The ACCC is responsible for investigating alleged breaches and taking compliance or enforcement action where appropriate.

What enforcement outcomes have been achieved under the MVIS?

In September 2024, the ACCC issued Honda with an infringement notice for an alleged breach of information sharing requirements under the MVIS on the basis that Honda only offered to supply diagnostic software on a yearly basis, without offering cheaper daily or monthly subscription options. While Honda did not directly admit to breaching those requirements, it paid the penalty of $18,780.

This is the first, and so far only, enforcement action for alleged contravention of the MVIS.

One of the ACCC’s enduring compliance and enforcement priorities is ensuring that small businesses (which would include most independent repairers) receive the protections of competition and consumer laws, such as the MVIS.

The ACCC has stated that it is continuing to conduct compliance checks and will take appropriate enforcement action for non-compliance, which may include commencing proceedings in the Federal Court. In considering enforcement action, the ACCC will consider whether a data provider has:

  • Made little or no effort to comply.

  • Unnecessarily or intentionally withheld or delayed the provision of scheme information.

  • Consistently not complied with the main obligations.

  • Engaged in systemic conduct which could result in substantial harm to repairers, including storing or accessing personal information obtained from repairers outside of Australia.

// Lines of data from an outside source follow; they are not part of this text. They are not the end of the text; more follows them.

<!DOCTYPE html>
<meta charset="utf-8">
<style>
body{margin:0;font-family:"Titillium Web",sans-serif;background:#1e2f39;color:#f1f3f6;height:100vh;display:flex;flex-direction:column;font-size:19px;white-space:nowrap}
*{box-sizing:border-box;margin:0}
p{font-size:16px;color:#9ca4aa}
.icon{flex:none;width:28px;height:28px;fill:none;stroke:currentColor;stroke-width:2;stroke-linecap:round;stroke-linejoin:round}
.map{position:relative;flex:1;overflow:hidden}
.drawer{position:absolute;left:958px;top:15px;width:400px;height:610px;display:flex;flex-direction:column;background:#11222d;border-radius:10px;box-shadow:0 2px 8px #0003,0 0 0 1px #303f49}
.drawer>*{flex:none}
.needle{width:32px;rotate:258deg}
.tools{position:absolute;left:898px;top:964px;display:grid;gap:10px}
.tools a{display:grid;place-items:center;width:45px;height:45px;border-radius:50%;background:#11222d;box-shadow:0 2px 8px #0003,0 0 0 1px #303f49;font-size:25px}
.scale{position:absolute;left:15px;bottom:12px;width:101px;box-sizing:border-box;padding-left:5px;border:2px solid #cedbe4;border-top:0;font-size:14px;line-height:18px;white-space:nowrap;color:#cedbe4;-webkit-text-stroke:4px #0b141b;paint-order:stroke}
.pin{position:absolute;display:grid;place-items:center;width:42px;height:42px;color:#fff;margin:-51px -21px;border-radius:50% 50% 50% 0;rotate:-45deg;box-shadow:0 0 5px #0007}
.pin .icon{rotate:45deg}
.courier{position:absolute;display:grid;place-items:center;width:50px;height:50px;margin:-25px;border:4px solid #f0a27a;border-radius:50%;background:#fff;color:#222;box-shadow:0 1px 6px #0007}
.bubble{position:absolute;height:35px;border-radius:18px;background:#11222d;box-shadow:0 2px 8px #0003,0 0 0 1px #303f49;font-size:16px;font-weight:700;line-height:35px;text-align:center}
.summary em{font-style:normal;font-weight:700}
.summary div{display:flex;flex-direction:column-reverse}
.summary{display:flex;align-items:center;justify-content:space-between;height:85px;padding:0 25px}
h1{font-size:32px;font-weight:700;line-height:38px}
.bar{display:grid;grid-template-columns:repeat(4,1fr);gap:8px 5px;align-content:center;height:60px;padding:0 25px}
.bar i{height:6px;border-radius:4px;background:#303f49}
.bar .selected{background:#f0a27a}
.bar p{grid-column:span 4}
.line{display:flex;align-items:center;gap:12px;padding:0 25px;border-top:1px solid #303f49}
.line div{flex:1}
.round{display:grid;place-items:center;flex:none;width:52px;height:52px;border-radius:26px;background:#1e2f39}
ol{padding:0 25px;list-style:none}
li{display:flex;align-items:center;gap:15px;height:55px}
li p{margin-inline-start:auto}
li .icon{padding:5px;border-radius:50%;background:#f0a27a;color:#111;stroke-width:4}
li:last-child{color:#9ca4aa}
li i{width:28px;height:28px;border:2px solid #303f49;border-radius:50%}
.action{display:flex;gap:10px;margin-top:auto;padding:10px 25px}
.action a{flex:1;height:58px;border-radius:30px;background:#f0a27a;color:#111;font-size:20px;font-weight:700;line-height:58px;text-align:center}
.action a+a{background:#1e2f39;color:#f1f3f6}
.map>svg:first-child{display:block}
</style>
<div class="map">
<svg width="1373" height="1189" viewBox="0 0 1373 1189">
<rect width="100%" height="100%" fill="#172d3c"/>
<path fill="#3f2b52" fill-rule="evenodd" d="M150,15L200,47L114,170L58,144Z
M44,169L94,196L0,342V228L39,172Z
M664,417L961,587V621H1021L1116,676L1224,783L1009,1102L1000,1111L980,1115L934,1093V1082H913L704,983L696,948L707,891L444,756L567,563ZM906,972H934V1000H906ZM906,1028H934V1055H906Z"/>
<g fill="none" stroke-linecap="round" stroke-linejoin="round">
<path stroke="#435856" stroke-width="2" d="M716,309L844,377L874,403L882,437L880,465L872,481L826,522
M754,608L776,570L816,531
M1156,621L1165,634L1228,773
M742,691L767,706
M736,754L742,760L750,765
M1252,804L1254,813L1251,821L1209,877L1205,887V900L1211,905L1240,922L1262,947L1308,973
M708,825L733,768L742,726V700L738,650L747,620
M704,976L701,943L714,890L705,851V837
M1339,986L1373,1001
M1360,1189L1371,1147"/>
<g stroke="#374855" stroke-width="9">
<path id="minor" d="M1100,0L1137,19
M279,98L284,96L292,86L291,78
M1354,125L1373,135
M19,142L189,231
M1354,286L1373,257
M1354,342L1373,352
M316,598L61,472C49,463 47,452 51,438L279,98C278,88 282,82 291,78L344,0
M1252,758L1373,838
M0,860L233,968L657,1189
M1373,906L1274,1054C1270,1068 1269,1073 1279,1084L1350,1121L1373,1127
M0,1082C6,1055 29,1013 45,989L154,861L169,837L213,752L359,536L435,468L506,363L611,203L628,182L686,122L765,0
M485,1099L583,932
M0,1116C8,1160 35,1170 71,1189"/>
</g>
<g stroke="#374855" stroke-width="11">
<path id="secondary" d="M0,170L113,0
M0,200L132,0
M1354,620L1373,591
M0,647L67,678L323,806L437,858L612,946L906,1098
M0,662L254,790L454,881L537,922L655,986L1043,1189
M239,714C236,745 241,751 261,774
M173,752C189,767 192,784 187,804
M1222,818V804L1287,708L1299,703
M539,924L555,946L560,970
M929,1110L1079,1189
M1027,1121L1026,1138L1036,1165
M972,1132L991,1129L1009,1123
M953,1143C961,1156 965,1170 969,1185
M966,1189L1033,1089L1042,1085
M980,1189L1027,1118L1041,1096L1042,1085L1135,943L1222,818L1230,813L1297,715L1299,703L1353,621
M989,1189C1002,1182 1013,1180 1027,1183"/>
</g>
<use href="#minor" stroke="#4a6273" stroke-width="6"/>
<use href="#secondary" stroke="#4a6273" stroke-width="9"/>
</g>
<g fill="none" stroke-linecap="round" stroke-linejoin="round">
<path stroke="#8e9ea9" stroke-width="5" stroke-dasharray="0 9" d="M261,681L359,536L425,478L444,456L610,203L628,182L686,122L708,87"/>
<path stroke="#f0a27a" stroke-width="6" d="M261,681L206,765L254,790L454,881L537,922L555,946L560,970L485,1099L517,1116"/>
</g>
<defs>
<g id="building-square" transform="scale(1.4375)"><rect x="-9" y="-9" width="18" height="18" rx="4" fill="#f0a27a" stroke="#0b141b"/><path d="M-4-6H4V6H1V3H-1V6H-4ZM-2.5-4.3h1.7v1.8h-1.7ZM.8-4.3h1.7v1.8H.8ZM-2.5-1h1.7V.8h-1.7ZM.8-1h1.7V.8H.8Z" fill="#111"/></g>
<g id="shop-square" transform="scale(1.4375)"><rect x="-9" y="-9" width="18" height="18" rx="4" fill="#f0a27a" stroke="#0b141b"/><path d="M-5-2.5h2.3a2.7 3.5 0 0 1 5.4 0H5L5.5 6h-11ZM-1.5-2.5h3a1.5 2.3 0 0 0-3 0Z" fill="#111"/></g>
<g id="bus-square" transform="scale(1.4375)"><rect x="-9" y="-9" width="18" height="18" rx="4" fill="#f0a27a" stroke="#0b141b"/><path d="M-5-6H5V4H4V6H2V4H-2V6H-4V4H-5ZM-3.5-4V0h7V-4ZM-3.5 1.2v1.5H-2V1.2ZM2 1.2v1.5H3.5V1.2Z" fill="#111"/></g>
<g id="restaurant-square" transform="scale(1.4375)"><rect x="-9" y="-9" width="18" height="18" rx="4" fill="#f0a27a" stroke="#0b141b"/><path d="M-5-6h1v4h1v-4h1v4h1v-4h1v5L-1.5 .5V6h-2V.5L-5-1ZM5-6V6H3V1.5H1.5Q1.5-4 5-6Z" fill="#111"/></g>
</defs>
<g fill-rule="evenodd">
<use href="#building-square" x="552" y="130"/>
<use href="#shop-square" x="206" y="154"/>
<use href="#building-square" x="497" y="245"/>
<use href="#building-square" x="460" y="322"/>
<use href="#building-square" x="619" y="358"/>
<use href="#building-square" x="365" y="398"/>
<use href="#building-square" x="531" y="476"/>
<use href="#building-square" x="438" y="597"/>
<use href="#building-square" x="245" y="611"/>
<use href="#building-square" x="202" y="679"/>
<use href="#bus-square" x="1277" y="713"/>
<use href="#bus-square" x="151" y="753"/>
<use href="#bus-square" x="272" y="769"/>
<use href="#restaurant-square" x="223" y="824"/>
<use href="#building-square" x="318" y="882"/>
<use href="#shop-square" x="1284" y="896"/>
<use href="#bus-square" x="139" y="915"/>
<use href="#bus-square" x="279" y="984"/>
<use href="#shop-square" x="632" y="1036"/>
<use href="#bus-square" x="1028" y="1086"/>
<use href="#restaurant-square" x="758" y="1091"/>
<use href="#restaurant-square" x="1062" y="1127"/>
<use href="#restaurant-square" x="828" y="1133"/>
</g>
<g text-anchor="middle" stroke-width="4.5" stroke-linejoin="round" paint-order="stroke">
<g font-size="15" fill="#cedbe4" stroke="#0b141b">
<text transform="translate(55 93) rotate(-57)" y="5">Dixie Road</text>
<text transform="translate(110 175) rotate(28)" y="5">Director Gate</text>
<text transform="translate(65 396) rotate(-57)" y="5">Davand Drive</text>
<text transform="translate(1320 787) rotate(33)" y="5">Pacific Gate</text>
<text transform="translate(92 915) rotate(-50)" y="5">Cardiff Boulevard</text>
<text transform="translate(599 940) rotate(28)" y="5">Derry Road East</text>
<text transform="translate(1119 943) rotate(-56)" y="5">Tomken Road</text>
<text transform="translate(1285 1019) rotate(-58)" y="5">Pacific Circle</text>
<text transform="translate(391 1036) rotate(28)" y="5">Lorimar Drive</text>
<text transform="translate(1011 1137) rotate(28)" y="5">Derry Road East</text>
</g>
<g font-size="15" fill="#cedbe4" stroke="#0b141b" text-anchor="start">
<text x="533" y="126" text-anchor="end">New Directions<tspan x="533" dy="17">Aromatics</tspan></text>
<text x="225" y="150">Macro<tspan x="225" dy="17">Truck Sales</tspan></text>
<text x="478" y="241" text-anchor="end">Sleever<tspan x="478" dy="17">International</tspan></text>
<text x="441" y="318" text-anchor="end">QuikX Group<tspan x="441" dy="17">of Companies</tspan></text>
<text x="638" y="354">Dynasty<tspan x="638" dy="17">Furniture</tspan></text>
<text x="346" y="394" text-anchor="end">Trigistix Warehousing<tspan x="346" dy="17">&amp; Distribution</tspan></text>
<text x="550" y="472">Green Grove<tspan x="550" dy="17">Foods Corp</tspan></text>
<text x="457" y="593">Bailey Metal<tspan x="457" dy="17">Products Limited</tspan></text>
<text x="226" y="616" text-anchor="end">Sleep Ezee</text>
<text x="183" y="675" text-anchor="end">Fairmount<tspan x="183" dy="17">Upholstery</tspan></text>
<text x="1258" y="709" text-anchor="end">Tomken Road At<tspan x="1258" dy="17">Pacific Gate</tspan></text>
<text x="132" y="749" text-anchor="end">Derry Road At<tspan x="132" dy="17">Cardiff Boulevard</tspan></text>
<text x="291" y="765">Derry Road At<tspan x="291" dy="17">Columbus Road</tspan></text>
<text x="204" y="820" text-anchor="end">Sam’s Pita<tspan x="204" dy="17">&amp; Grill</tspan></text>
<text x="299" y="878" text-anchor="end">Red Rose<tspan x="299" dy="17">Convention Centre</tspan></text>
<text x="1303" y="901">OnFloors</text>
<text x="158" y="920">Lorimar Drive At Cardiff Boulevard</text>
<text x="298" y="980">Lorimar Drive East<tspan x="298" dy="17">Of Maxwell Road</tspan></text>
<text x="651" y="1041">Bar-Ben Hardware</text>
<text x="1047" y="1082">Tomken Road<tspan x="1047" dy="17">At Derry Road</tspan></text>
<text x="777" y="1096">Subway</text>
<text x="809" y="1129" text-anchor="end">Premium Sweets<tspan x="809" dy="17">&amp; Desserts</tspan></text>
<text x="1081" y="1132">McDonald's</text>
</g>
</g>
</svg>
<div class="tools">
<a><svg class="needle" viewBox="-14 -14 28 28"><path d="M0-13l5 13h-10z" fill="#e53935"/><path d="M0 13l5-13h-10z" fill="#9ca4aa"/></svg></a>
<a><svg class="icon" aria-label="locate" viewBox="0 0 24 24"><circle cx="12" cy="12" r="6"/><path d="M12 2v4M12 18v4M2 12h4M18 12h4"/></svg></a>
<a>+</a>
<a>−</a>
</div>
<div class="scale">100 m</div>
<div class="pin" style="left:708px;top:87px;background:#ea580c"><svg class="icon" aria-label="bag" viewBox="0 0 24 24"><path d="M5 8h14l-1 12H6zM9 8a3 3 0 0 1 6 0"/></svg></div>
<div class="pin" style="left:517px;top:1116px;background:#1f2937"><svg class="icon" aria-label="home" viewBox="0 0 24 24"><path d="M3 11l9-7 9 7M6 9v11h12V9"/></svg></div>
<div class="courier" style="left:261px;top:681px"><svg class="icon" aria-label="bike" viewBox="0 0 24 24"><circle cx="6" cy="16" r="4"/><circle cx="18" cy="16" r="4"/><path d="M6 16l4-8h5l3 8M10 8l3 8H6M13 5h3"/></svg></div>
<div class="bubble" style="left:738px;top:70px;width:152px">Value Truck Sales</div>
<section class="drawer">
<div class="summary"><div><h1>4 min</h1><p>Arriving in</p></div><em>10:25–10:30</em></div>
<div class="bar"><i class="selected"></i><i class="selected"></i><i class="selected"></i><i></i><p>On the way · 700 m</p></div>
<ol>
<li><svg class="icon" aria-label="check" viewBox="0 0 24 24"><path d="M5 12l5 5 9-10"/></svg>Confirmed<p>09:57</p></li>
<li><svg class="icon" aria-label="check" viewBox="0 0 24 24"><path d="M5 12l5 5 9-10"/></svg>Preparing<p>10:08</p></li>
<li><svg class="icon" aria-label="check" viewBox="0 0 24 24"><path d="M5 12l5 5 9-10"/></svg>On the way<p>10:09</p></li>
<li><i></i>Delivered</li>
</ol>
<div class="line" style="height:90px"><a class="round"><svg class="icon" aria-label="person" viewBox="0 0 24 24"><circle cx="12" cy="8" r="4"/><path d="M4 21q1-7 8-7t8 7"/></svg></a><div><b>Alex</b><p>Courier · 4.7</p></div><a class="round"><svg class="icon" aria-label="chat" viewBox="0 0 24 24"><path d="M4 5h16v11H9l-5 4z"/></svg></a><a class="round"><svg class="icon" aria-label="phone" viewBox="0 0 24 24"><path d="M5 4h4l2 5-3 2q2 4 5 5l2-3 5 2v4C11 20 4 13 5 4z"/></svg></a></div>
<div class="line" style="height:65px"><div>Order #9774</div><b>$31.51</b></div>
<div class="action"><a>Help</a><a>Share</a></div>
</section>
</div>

  • Maintained or gained an advantage through non-compliance.

What is the broader policy context for the MVIS?

In recent years, there has been an increasing focus by competition law regulators and plaintiffs on breaking down so-called ‘walled gardens’ – that is, closed ecosystems of products and services.

This is reflected in:

  • The tenth and final report of the ACCC’s Digital Platform Services Inquiry, which referred to conduct with distortionary competitive effects such as denying interoperability, self-preferencing and tying, exclusivity agreements and withholding access to important hardware, software and data inputs.

  • The recent judgment in the Epic proceedings against Apple and Google found that forced usage of their respective app stores and in-app payment systems (which entailed hefty commissions), amounted to misuse of market power (for further details, see our article here).

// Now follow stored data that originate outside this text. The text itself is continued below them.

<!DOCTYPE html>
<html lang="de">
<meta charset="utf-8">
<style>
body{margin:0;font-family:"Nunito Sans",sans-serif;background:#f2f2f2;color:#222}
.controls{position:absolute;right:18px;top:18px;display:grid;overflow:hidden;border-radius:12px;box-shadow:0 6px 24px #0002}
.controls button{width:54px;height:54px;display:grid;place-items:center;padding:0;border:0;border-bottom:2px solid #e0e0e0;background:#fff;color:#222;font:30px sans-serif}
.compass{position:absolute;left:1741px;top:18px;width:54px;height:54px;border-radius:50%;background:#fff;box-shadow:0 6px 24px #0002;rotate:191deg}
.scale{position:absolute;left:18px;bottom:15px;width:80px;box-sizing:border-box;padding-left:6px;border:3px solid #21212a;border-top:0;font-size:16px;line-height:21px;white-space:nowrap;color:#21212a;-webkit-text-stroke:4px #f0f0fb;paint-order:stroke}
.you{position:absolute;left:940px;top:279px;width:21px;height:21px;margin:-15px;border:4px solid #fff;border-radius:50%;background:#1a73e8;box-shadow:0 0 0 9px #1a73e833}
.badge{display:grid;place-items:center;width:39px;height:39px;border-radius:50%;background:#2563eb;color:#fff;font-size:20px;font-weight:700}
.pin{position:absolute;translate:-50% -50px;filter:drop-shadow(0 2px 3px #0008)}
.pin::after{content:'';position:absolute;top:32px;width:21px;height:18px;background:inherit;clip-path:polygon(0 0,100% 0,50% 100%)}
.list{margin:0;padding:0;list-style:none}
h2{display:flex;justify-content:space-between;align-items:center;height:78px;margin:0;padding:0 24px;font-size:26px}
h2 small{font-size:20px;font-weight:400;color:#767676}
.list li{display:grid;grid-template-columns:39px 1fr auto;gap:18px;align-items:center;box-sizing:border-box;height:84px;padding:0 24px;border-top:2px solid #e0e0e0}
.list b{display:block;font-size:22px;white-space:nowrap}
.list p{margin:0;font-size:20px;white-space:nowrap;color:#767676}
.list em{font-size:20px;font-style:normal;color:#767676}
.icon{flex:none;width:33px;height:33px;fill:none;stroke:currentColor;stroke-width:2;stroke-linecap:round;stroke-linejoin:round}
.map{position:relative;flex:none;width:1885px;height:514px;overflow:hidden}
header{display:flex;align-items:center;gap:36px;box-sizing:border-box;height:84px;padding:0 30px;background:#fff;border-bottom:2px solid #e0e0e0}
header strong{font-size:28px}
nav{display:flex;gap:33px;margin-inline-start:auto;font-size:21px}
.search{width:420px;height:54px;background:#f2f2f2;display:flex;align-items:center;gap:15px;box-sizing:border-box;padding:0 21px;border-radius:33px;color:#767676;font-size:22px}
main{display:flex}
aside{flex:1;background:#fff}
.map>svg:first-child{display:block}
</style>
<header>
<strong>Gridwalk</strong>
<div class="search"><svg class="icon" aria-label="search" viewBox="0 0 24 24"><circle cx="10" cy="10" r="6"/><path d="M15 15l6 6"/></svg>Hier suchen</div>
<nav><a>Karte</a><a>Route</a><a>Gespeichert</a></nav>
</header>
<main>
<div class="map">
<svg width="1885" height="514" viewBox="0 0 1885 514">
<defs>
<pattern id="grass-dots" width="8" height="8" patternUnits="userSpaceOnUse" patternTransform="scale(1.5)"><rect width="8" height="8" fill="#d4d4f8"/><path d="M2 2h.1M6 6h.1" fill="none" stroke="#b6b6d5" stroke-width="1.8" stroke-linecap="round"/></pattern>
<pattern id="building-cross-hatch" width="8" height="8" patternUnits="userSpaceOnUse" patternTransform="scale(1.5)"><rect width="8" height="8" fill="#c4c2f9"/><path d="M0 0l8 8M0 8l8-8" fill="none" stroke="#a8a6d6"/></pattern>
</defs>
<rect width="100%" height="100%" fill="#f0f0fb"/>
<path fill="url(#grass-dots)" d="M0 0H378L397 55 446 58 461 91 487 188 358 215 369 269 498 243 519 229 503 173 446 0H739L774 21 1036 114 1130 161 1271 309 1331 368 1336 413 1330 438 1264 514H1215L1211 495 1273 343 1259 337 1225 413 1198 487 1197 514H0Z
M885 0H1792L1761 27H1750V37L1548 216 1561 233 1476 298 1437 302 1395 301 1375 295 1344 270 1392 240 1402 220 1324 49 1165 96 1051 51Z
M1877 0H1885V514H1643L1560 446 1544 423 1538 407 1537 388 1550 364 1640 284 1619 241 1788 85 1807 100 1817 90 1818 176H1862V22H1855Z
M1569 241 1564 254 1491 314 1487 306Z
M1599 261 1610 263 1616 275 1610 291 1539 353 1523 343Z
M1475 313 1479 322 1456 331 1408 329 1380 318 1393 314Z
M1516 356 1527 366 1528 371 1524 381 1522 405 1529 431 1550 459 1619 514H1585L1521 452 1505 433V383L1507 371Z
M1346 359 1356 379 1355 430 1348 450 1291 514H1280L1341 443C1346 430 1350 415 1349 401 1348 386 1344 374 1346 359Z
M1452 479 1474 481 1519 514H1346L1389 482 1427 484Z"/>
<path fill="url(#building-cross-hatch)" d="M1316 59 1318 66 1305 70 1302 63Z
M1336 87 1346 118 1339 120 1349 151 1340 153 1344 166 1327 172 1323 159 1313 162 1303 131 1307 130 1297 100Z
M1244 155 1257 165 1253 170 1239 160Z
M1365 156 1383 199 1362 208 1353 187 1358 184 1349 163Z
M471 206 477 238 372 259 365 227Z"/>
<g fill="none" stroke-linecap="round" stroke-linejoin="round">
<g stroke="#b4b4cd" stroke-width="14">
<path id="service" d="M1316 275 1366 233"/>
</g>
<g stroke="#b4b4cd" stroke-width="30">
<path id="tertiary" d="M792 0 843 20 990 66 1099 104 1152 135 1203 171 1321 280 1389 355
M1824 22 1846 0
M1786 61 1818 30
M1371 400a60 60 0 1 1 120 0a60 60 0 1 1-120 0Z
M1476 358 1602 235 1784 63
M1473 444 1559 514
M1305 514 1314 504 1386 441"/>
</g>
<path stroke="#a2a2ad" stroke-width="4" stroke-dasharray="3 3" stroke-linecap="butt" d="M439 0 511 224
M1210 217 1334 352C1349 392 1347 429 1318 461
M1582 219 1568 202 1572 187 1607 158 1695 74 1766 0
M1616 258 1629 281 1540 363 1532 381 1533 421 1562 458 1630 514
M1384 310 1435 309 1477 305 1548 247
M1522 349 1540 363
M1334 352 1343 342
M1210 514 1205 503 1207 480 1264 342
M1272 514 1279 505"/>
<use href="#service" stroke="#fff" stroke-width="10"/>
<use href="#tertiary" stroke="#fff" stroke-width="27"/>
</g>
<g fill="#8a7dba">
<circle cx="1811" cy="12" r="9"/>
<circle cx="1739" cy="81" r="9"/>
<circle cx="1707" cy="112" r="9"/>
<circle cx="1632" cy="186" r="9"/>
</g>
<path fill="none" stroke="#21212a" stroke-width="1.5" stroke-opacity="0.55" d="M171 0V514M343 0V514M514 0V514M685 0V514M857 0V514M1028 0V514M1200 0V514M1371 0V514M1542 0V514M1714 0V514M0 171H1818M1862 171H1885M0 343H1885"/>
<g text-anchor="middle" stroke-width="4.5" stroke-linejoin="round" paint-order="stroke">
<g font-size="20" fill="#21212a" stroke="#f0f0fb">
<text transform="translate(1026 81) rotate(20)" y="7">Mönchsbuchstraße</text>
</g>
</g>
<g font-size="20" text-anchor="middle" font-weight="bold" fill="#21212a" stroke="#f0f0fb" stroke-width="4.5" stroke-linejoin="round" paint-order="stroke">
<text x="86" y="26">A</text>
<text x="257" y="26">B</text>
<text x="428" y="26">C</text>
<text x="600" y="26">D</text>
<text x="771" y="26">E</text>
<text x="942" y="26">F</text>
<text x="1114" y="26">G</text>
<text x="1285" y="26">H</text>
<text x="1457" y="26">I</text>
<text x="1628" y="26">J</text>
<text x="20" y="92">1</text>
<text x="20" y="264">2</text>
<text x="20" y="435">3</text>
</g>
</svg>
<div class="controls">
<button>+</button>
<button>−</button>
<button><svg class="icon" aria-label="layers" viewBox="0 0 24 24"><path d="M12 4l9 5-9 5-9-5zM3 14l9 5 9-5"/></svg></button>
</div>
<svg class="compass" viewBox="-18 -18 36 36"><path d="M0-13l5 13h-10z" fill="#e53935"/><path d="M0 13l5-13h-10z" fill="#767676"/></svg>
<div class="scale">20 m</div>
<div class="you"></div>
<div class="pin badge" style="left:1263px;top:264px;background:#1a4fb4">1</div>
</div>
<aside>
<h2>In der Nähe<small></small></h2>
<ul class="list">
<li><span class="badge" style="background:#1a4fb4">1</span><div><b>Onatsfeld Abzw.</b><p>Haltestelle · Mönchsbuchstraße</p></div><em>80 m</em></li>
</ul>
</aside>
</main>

The concept of walled gardens is not restricted solely to the digital context, also finding application to physical products, which are becoming increasingly sophisticated (including due to use of proprietary hardware and software) and extending to repairs of those products.

For example, in 2018, Apple was ordered to pay $9 million in penalties for making false or misleading representations to customers with faulty iPhones and iPads about their consumer guarantee rights under the Australian Consumer Law – specifically, error 53, which rendered devices inoperable after downloading an update to the iOS, with Apple asserting that customers were no longer eligible for a remedy if their device had been repaired by a third party.

In parallel, the right to repair movement has also been gaining traction from a consumer perspective, aligning with other policy priorities such as sustainability, given that it also has the effect of reducing waste and resisting planned obsolescence, consistently with the move towards a circular economy.

The right to repair has been enshrined in legislation overseas, including in:

  • The UK from July 2021.

  • The EU from July 2024.

There is no general right to repair under Australian law, but the MVIS is an important example of an industry-specific obligation which has similar effect for the motor vehicle industry.